═══ EXTRACTED DATA ═══

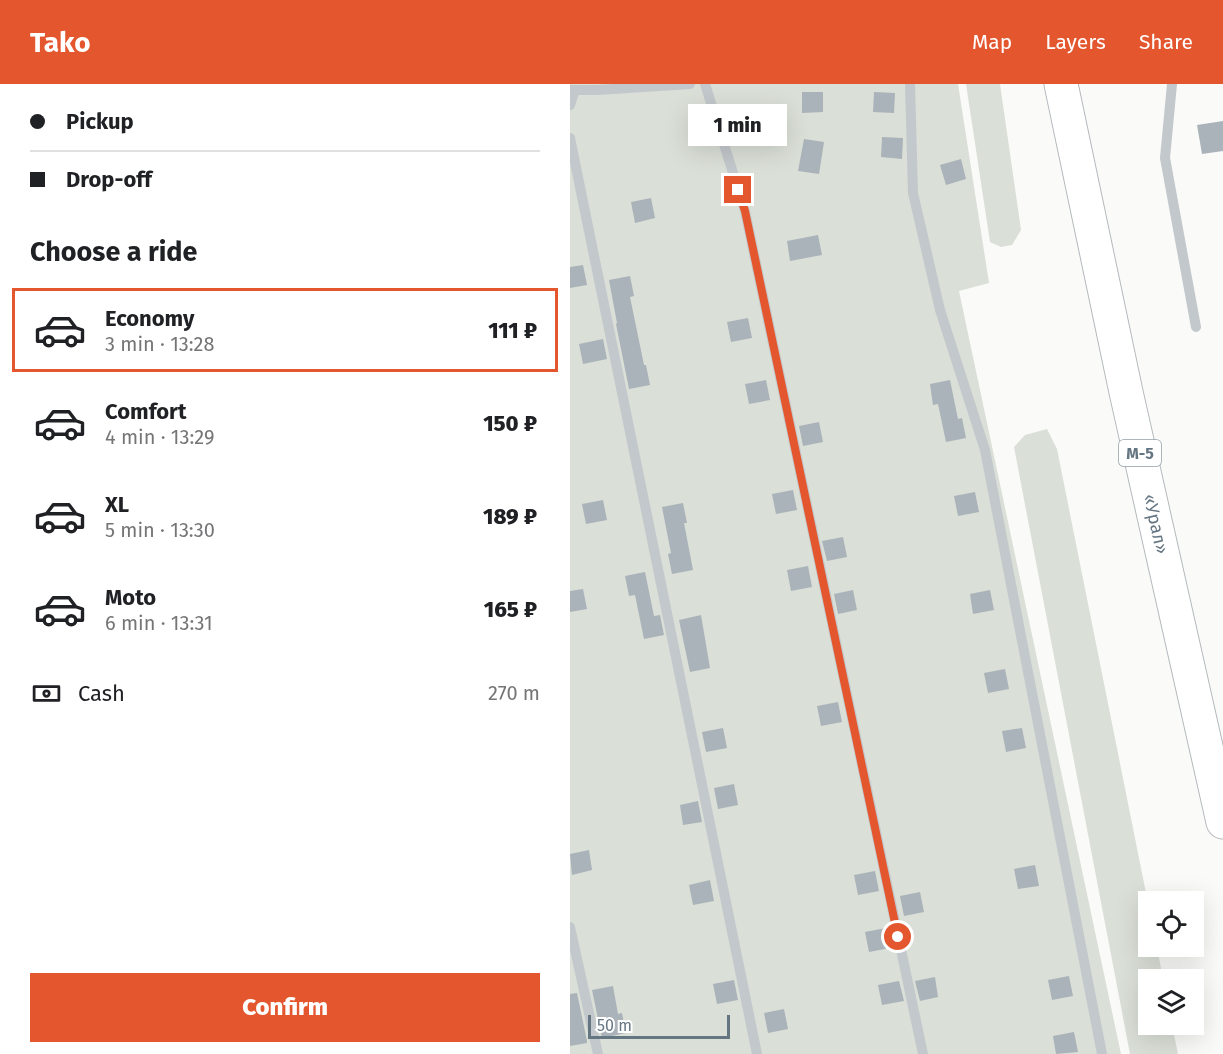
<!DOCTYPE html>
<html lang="en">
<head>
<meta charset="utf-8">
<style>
	:root { --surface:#fff; --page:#f6f6f6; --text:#202124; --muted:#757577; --line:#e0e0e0; --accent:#e4572e }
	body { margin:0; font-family:"Fira Sans",sans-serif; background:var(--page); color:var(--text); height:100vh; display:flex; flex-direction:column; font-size:22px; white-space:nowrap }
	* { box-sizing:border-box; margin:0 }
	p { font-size:20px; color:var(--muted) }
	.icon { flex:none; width:33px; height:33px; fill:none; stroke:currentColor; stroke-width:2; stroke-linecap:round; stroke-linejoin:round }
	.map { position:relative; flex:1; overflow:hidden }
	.drawer { display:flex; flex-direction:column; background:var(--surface); width:570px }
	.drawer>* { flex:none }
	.banner { display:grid; align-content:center; height:132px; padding:0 30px; background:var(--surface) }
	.fabs { position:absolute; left:568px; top:807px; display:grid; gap:12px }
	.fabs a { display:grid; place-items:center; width:66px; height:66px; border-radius:0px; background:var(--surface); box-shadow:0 6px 24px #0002; font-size:30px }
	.scale { position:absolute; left:18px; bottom:15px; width:142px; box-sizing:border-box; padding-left:6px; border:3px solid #657683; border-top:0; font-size:16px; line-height:21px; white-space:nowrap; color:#657683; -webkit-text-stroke:4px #fff; paint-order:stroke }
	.end { position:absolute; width:27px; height:27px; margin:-14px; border:8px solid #e4572e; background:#fff; box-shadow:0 0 0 3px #fff }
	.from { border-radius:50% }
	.bubble { position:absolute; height:42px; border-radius:0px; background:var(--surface); box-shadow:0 6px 24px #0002; font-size:20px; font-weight:800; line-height:42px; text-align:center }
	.banner b { display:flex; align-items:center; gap:21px; height:57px; font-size:22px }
	.banner b+b { border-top:2px solid var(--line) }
	.banner i { width:15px; height:15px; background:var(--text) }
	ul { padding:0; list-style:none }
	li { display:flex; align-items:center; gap:18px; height:84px; margin:0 12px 9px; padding:0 18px; border:3px solid transparent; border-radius:0px }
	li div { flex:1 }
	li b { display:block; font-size:22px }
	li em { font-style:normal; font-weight:800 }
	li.current { border-color:var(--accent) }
	li>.icon { width:54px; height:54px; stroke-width:1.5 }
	h2 { padding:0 30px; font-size:27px; line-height:72px }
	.pay { display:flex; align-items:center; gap:15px; height:66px; padding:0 30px; font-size:22px }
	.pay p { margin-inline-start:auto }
	.action { display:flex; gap:12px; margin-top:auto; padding:12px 30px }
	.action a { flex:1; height:69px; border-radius:0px; background:var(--accent); color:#fff; font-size:24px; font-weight:800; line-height:69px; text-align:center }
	header { display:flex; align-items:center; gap:36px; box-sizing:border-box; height:84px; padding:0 30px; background:var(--accent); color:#fff }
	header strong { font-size:28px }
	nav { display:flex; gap:33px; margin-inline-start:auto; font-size:21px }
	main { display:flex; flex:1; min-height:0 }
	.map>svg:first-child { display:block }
	.green { fill:#dadfd7 }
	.building { fill:#aab3b9 }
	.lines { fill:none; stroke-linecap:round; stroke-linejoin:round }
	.trunk-casing { stroke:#b4b9bd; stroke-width:35 }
	.service { stroke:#c3c8cc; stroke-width:10 }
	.trunk { stroke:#fff; stroke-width:33 }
	.route { stroke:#e4572e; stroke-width:8 }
	.labels { text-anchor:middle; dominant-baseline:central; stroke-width:6; stroke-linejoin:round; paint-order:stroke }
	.shield { fill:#fff; stroke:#939fa8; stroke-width:1.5 }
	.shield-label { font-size:16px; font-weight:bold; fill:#657683 }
	.street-label { font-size:18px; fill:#657683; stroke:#fff }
</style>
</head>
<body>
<header>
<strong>Tako</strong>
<nav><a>Map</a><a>Layers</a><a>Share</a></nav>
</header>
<main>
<section class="drawer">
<div class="banner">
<b><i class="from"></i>Pickup</b>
<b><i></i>Drop-off</b>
</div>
<h2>Choose a ride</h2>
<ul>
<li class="current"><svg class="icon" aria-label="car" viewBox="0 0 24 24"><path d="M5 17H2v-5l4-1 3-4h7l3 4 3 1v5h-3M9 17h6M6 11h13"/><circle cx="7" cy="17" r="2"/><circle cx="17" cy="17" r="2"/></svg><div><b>Economy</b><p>3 min · 13:28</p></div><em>111 ₽</em></li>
<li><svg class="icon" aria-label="car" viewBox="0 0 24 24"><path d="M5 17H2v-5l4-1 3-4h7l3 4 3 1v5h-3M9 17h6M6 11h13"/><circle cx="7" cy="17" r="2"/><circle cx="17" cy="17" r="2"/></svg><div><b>Comfort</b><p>4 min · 13:29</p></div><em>150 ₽</em></li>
<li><svg class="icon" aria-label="car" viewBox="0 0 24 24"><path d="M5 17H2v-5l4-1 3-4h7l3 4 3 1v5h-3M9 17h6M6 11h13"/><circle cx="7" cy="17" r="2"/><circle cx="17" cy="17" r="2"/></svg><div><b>XL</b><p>5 min · 13:30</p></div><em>189 ₽</em></li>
<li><svg class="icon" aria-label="car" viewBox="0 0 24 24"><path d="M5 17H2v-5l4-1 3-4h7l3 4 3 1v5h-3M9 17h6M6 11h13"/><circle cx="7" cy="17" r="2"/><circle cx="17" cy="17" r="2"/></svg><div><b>Moto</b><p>6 min · 13:31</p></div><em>165 ₽</em></li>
</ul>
<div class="pay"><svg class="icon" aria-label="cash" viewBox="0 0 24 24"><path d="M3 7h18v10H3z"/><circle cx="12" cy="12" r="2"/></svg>Cash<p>270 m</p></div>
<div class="action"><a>Confirm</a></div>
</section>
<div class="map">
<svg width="653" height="970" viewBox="0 0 653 970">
	<rect width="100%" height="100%" fill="#fafaf8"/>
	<g class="green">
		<polygon points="0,0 388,0 419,199 389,207 551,970 0,970"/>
		<polygon points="396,0 430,0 451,146 442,161 431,163 420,158"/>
		<polygon points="477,345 487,365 579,824 579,862 587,863 593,895 579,896 579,940 602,941 608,970 560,970 444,363 455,351"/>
	</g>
	<g class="building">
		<polygon points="232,8 253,8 253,28 232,29"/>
		<polygon points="304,8 325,9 324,29 303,28"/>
		<polygon points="653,37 653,67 632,70 627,41"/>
		<polygon points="312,53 333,54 332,75 311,73"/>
		<polygon points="234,55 254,58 249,90 228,87"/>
		<polygon points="391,75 396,95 376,101 370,81"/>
		<polygon points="81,114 85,134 65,139 61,118"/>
		<polygon points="248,151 252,171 220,177 217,157"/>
		<polygon points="13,181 17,201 0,204 0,183"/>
		<polygon points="60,192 64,212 60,213 74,281 76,281 80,301 59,305 46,240 47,239 39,196"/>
		<polygon points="178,234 182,254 161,258 157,238"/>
		<polygon points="33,255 37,275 13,280 9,260"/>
		<polygon points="196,296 200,316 179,320 175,300"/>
		<polygon points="380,296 388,335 392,334 396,354 376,358 368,320 363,321 360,300"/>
		<polygon points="249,338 253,358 233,362 229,342"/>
		<polygon points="223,406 227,426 206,430 202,410"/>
		<polygon points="405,408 409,428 388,432 384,412"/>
		<polygon points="33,416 37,436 16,440 12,420"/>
		<polygon points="113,419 117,439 114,439 123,486 102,490 98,470 101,469 92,423"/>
		<polygon points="273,453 277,473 257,477 252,457"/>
		<polygon points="238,482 242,503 221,507 217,486"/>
		<polygon points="75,488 84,532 90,531 94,551 74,555 65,511 59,512 55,492"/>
		<polygon points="13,505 17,525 0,528 0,507"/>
		<polygon points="283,506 287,526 268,530 264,510"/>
		<polygon points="420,506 424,526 403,530 400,510"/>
		<polygon points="131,531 140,584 120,588 109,536"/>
		<polygon points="435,585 439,605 418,609 414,589"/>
		<polygon points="268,618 272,638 251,642 247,622"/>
		<polygon points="153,644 157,664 136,668 132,648"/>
		<polygon points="452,644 456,664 436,668 432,647"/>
		<polygon points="164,700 168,721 148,725 144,704"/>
		<polygon points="128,717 132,738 113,741 110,721"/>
		<polygon points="19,766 22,786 2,791 0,770"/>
		<polygon points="465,781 469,802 448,805 444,785"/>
		<polygon points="305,787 309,807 288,811 284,791"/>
		<polygon points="140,796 144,817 123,821 119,801"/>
		<polygon points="350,808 354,828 334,832 330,812"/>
		<polygon points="316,844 320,864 299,868 295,848"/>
		<polygon points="499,892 503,912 482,916 478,896"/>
		<polygon points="365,893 368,913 350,917 345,897"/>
		<polygon points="164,896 168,916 147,920 143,900"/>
		<polygon points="329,897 334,917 312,921 308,901"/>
		<polygon points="43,902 48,930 52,929 56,949 32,954 22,906"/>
		<polygon points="7,909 17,957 17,959 0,962 0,910"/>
		<polygon points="214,925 218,945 198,949 194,929"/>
		<polygon points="504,948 508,968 486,970 483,952"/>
	</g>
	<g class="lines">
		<defs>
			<g id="trunk">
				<path id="s1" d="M491,0L556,308L653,738"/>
			</g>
		</defs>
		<use href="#trunk" class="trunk-casing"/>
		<g class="service">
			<polyline points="135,0 175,127 353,970"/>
			<polyline points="340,0 343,109 370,226 415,366 532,970"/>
			<polyline points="602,0 595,74 626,243"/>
			<polyline points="0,6 28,6 120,0"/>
			<polyline points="0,21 5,6"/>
			<polyline points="0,54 187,970"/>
			<polyline points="0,843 28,970"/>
		</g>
		<use href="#trunk" class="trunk"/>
	</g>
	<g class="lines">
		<polyline class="route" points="168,106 175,127 328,853"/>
	</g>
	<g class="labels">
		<rect class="shield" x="549" y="356" width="42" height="26" rx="4.5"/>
		<g class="shield-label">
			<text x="570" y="369">М-5</text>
		</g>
		<g class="street-label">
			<text stroke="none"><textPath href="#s1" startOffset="450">«Урал»</textPath></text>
		</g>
	</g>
</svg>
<div class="fabs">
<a><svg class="icon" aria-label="locate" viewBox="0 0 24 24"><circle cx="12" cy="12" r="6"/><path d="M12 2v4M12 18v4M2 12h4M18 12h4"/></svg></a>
<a><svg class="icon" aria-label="layers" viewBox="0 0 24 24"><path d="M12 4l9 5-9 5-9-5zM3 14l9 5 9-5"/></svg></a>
</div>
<div class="scale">50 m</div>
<i class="end from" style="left:328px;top:853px"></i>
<i class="end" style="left:168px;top:106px"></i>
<div class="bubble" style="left:118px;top:20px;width:99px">1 min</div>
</div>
</main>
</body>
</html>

═══

YOUR INSTRUCTIONS | Only the lines from the beginning of the records up to and including the line with "display:flex; flex-direction:column; background:var(--surface);" should appear, exactly as they are, and no pictures.

ANSWER TO THIS PROBLEM |
<!DOCTYPE html>
<html lang="en">
<head>
<meta charset="utf-8">
<style>
	:root { --surface:#fff; --page:#f6f6f6; --text:#202124; --muted:#757577; --line:#e0e0e0; --accent:#e4572e }
	body { margin:0; font-family:"Fira Sans",sans-serif; background:var(--page); color:var(--text); height:100vh; display:flex; flex-direction:column; font-size:22px; white-space:nowrap }
	* { box-sizing:border-box; margin:0 }
	p { font-size:20px; color:var(--muted) }
	.icon { flex:none; width:33px; height:33px; fill:none; stroke:currentColor; stroke-width:2; stroke-linecap:round; stroke-linejoin:round }
	.map { position:relative; flex:1; overflow:hidden }
	.drawer { display:flex; flex-direction:column; background:var(--surface); width:570px }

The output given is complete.